Afinal de contas, filmar um concerto o que é? Seguir a música no seu espaço, ou inventar um espaço para seguir a música? Este texto foi publicado no Diário de Notícias (10 Maio), com o título 'A galáxia Scorsese'.
Muito se fala, e muito se falará, a propósito da idade dos sempre activos membros dos Rolling Stones: Mick Jagger e Keith Richards têm ambos 64 anos; Charlie Watts, o mais velho, já chegou aos 66; Ron Wood vai nos 60. Mas importa acrescentar um outro número, sem dúvida fundamental para compreendermos o fulgor, real e simbólico, dos Stones em Shine a Light. É que o realizador deste prodigioso documentário, Martin Scorsese, pertence à mesma geração dos elementos da banda, contando actualmente 65 anos de idade.

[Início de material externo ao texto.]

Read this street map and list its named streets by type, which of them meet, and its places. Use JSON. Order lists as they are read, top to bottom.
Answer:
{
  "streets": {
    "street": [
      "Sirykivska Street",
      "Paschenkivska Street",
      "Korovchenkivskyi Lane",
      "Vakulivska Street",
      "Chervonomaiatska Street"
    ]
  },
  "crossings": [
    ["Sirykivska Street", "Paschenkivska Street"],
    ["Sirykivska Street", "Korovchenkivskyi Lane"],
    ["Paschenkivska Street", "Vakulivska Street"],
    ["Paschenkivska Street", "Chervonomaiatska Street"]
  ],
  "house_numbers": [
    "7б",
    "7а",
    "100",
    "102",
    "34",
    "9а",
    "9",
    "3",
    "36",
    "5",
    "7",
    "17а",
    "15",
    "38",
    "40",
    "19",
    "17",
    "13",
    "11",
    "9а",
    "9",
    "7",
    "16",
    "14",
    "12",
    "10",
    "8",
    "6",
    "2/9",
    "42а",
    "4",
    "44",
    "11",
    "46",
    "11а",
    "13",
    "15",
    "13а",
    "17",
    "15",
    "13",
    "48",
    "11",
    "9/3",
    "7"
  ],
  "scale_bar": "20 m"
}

Daí os dois parâmetros que podem ajudar a descrever o filme e também compreender a sua energia musical e emocional. Por um lado, trata-se de fabricar uma espécie de ritual de celebração dos Stones, registando-os em concerto, no Beacon Theater, em Nova Iorque (duas noites de finais de 2006); por outro lado, a revisão de muitas canções de referência vai a par de uma revisitação de memórias do próprio cinema. Entre essas memórias incluem-se imagens de Gimme Shelter (1970), de Albert Maysles e David Maysles, título emblemático na história dos “filmes-concerto” (com o primeiro dos dois irmãos, aos 81 anos, a marcar presença como convidado de Scorsese e “segundo” operador de câmara).
Hoje em dia, há que reconhecer que existe alguma saturação de métodos e efeitos nas formas de filmagem da música. Ainda há bem pouco tempo tivemos o desconcertante exemplo de U2 3D, filme que aplica as mais recentes novidades tecnológicas (com imagens a “três dimensões”), ao mesmo tempo que é sustentado por um olhar profundamental convencional e académico. Scorsese, bem pelo contrário, apostou num modo de filmar em que as rotinas televisivas não têm lugar. As suas câmaras adoptam uma postura que, sem nunca perder o contacto com a matéria musical, apresenta características eminentemente documentais. Daí que os resultados nada tenham a ver com a mera colagem de “telediscos” ao vivo. Shine a Light funciona como uma vertiginosa viagem ao interior de uma exuberante performance musical. Tudo se passa como se, em última instância, o olhar de Scorsese gerasse um “quinto elemento” dos Stones, próximo, cúmplice e infinitamente atento às mais pequenas vibrações vividas em palco.
A obra de Scorsese, em boa verdade, sempre manteve uma relação activa com a música e, em particular, com o rock’n’roll. Ele já afirmou, aliás, que há casos em que concebe determinadas sequências dos seus filmes a partir de canções. Ora, como se prova uma vez mais, tudo isso é inseparável de um conceito musical das próprias narrativas e, muito em particular, do trabalho de montagem. Daí que seja fundamental citar o nome de David Tedeschi como uma referência consolidada na galáxia Scorsese: depois de ter sido o montador de No Direction Home (2005), sobre Bob Dylan, reaparece aqui com as mesmas funções. O programa mantém-se: percorrer os labirintos, as memórias e as utopias da própria música.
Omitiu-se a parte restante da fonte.